Once the line containing "box.roundRect(x - w / 2, y - 11, w, 22, 3);" is found, return it and every line that follows, up to and including the final line of the material, exactly as written.

(MATERIALS PROVIDED)

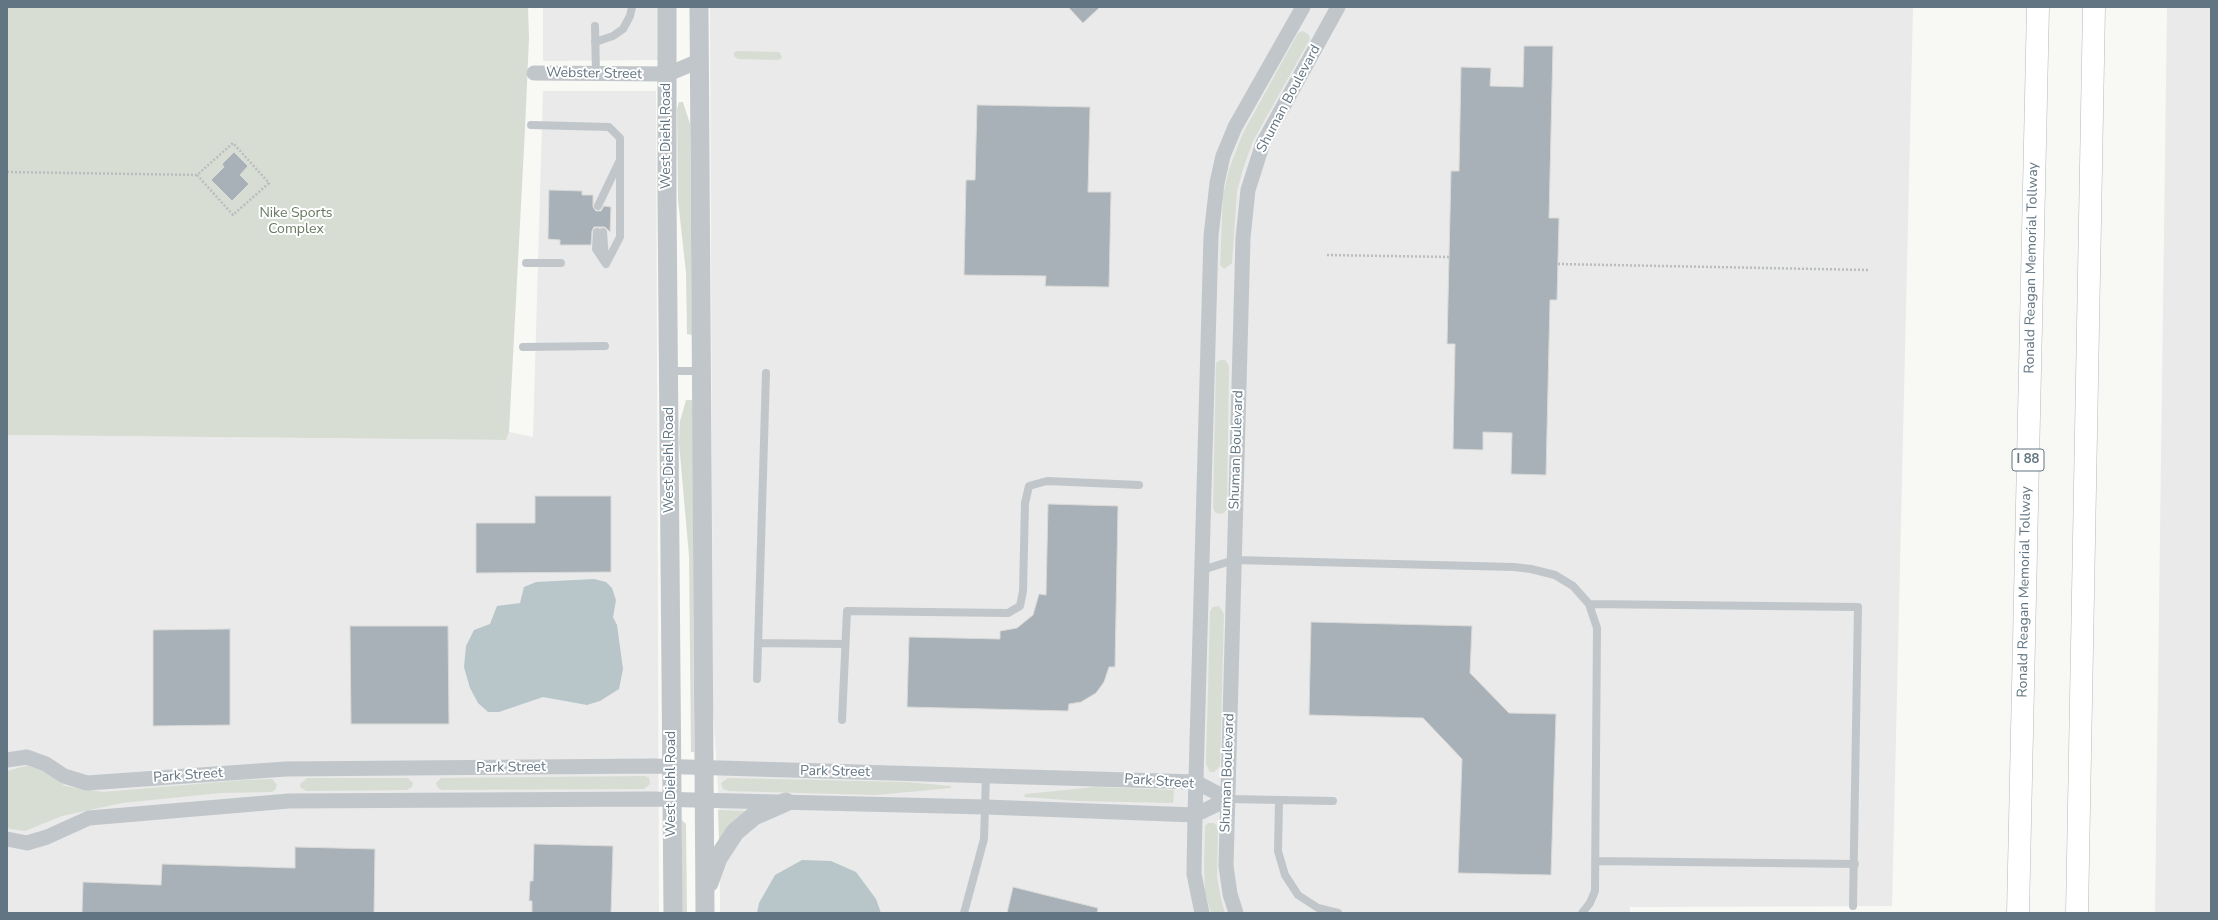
<!DOCTYPE html>
<html>
<head>
<meta charset="utf-8">
<style>
  body { margin:0 }
  #map { position:relative; width:2218px; height:920px; overflow:hidden; background:#f8f8f5; font-family:"Nunito Sans",sans-serif }
  canvas { display:block }
  .frame { position:absolute; inset:0; border:8px solid #627582; pointer-events:none }
</style>
</head>
<body>
<div id="map">
<canvas width="2218" height="920"></canvas>
<div class="frame"></div>
</div>
<script>
const context = document.querySelector('canvas').getContext('2d');
context.lineJoin = 'round';
function fill(path, color) {
  context.fillStyle = color;
  context.fill(path, 'evenodd');
}
function toPath(rows) {
  const path = new Path2D();
  for (const r of rows) {
    path.moveTo(r[0], r[1]);
    for (let i = 2; i < r.length; i += 2) path.lineTo(r[i], r[i + 1]);
  }
  return path;
}
function trace(path, color, width, dash) {
  context.strokeStyle = color;
  context.lineWidth = width;
  context.lineCap = dash ? 'butt' : 'round';
  context.setLineDash(dash || []);
  context.stroke(path);
}
function write(font, color, halo, rows, align = 'center') {
  context.font = font + ' "Nunito Sans",sans-serif';
  context.lineWidth = 4;
  context.setLineDash([]);
  context.textBaseline = 'middle';
  context.strokeStyle = halo;
  context.fillStyle = color;
  for (const [text, x, y, turn = 0] of rows) {
    context.save();
    context.translate(x, y);
    context.rotate((+turn || 0) * Math.PI / 180);
    context.textAlign = isNaN(turn) ? turn : align;
    if (halo) context.strokeText(text, 0, 0);
    context.fillText(text, 0, 0);
    context.restore();
  }
}
const built = toPath([
  [543,7,658,7,659,60,543,61],
  [710,7,1913,7,1892,906,1630,907,1630,913,720,913,720,819,713,710],
  [2167,7,2211,7,2211,913,2155,913],
  [543,91,656,91,659,913,7,913,7,435,506,440,509,432,533,437]
]);
const green = toPath([
  [7,7,528,7,529,38,525,129,509,432,506,440,7,435],
  [1303,31,1309,35,1310,39,1253,141,1243,169,1237,191,1232,263,1224,269,1220,265,1223,196,1229,169,1243,133,1298,33],
  [737,51,779,52,782,57,779,60,738,59,734,56,734,53],
  [679,102,683,102,690,124,692,335,687,334,686,273,678,200,677,109],
  [1220,360,1225,360,1229,366,1227,509,1224,513,1219,514,1215,512,1213,508,1216,363],
  [686,400,692,400,693,409,694,752,691,752,689,556,679,443,680,421],
  [1219,606,1224,614,1220,766,1214,772,1210,772,1206,764,1210,611,1213,607],
  [29,765,42,769,65,786,103,792,244,780,272,779,277,785,275,790,272,792,221,793,122,803,62,816,25,831,10,829,7,827,7,771],
  [645,776,649,778,650,784,644,789,442,790,438,788,436,783,441,778],
  [307,778,408,778,413,783,412,787,407,790,306,791,300,787,300,784],
  [728,778,907,782,951,786,951,788,876,795,729,791,723,789,721,783],
  [1095,787,1174,790,1173,803,1078,801,1024,797,1025,794],
  [718,810,746,811,719,840],
  [682,820,686,824,687,913,682,913],
  [1208,823,1214,823,1218,828,1217,877,1221,899,1225,913,1211,913,1205,891,1204,867,1205,826]
]);
const water = toPath([
  [594,579,606,582,612,588,616,600,613,617,617,625,623,669,619,689,600,701,587,705,543,697,499,712,488,712,478,703,470,688,464,667,466,646,474,630,490,624,497,606,520,603,524,587,536,582],
  [802,860,831,861,856,872,876,899,881,913,757,913,759,903,775,875]
]);
const building = toPath([
  [1068,7,1100,7,1083,23,1068,7],
  [1524,46,1553,46,1549,218,1559,218,1557,300,1550,300,1546,475,1511,474,1512,433,1483,432,1483,450,1453,449,1455,344,1447,344,1451,171,1459,171,1461,67,1491,68,1490,86,1523,87,1524,46],
  [977,105,1090,107,1088,192,1111,192,1109,287,1045,286,1046,276,964,275,966,180,975,180,977,105],
  [234,152,248,166,240,175,249,184,232,201,211,180,224,167,222,164,234,152],
  [549,190,582,191,582,195,593,195,593,207,596,211,601,211,604,206,611,207,610,232,605,227,594,227,592,231,591,245,560,245,560,240,548,239,549,190],
  [535,496,611,496,611,572,476,573,476,523,535,523,535,496],
  [1048,504,1118,506,1115,667,1109,667,1104,682,1096,693,1081,702,1069,704,1068,711,907,707,909,637,1000,639,1000,631,1017,628,1033,615,1039,594,1046,595,1048,504],
  [1311,622,1472,626,1470,673,1509,713,1556,714,1551,875,1458,873,1462,759,1423,718,1309,715,1311,622],
  [350,626,448,626,449,724,351,724,350,626],
  [230,629,230,725,153,726,153,630,230,629],
  [534,844,613,846,611,913,532,913,532,901,529,901,530,881,533,881,534,844],
  [295,847,375,849,374,913,82,913,83,882,161,885,162,864,295,868,295,847],
  [1013,887,1098,908,1097,913,1007,913,1013,887]
]);
const path = toPath([
  [7,172,197,175,233,143,269,183,233,215,197,175],
  [1327,255,1449,257],
  [1558,264,1869,270]
]);
const service = toPath([
  [595,26,596,75],
  [595,42,613,36,623,29,630,16,632,7],
  [531,125,609,127,620,138,620,237,606,264],
  [598,206,620,160],
  [597,232,596,249,606,264],
  [603,232,605,259],
  [526,263,561,263],
  [523,347,605,346],
  [670,371,701,371],
  [1202,570,1234,560,1514,567,1531,569,1555,575,1573,586,1589,604,1597,628,1595,891,1590,903,1582,913],
  [1589,604,1858,607,1853,906],
  [758,643,845,644],
  [757,679,766,373],
  [842,720,847,611,1008,613,1020,606,1023,591,1025,503,1029,486,1047,481,1139,485],
  [1228,799,1333,801],
  [1279,800,1278,851,1285,875,1298,895,1318,908,1338,913],
  [1595,861,1855,864],
  [964,913,984,839,986,775]
]);
const minor = toPath([
  [534,73,668,74,699,61],
  [7,760,27,757,46,764,64,776,87,783,286,769,653,766,1196,782,1228,799],
  [7,839,27,843,47,837,89,818,289,801,652,799,986,807,1195,815,1228,799],
  [1202,913,1194,874,1195,815,1211,236,1217,183,1223,156,1235,127,1303,7],
  [1236,913,1230,894,1226,866,1243,238,1248,190,1263,143,1338,7]
]);
const tertiary = toPath([
  [667,7,667,199,673,913],
  [699,7,705,913],
  [709,883,718,858,735,832,754,816,786,802]
]);
const motorway = toPath([
  [2018,913,2038,7],
  [2077,913,2094,7]
]);
const shields = [
  [2028,460,32]
];
const shieldNames = [
  ["I 88",2028,460]
];
const streetNames = [
  ["Webster Street",594,74,1],
  ["Shuman Boulevard",1289,99,-62],
  ["West Diehl Road",667,136,-90],
  ["Ronald Reagan Memorial Tollway",2032,268,-89],
  ["Shuman Boulevard",1237,450,-88],
  ["West Diehl Road",670,460,-90],
  ["Ronald Reagan Memorial Tollway",2025,592,-89],
  ["Park Street",511,768,-1],
  ["Park Street",835,772,1],
  ["Shuman Boulevard",1228,773,-88],
  ["Park Street",188,776,-4],
  ["Park Street",1159,782,4],
  ["West Diehl Road",672,784,-90]
];
const parkNames = [
  ["Nike Sports",296,214],
  ["Complex",296,230]
];
fill(built, '#e9eae9');
fill(green, '#d8ddd4');
fill(water, '#b8c6c9');
fill(building, '#a8b1b8');
trace(building, '#dadad8', 1);
trace(motorway, '#b4b9bc', 23);
trace(path, '#b9bdc0', 2.5, [2, 2]);
trace(service, '#c1c6ca', 8);
trace(minor, '#c1c6ca', 15);
trace(tertiary, '#c1c6ca', 19);
trace(motorway, '#fff', 22);
for (const [x, y, w] of shields) {
  const box = new Path2D();
  box.roundRect(x - w / 2, y - 11, w, 22, 3);
  context.fillStyle = '#fff';
  context.fill(box);
  trace(box, '#627582', 1);
}
write('bold 13px', '#627582', null, shieldNames);
write('14px', '#627582', '#fff', streetNames);
write('14px', '#667961', '#fff', parkNames);
</script>
</body>
</html>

(End MATERIALS PROVIDED)

[ANSWER SECTION]
  box.roundRect(x - w / 2, y - 11, w, 22, 3);
  context.fillStyle = '#fff';
  context.fill(box);
  trace(box, '#627582', 1);
}
write('bold 13px', '#627582', null, shieldNames);
write('14px', '#627582', '#fff', streetNames);
write('14px', '#667961', '#fff', parkNames);
</script>
</body>
</html>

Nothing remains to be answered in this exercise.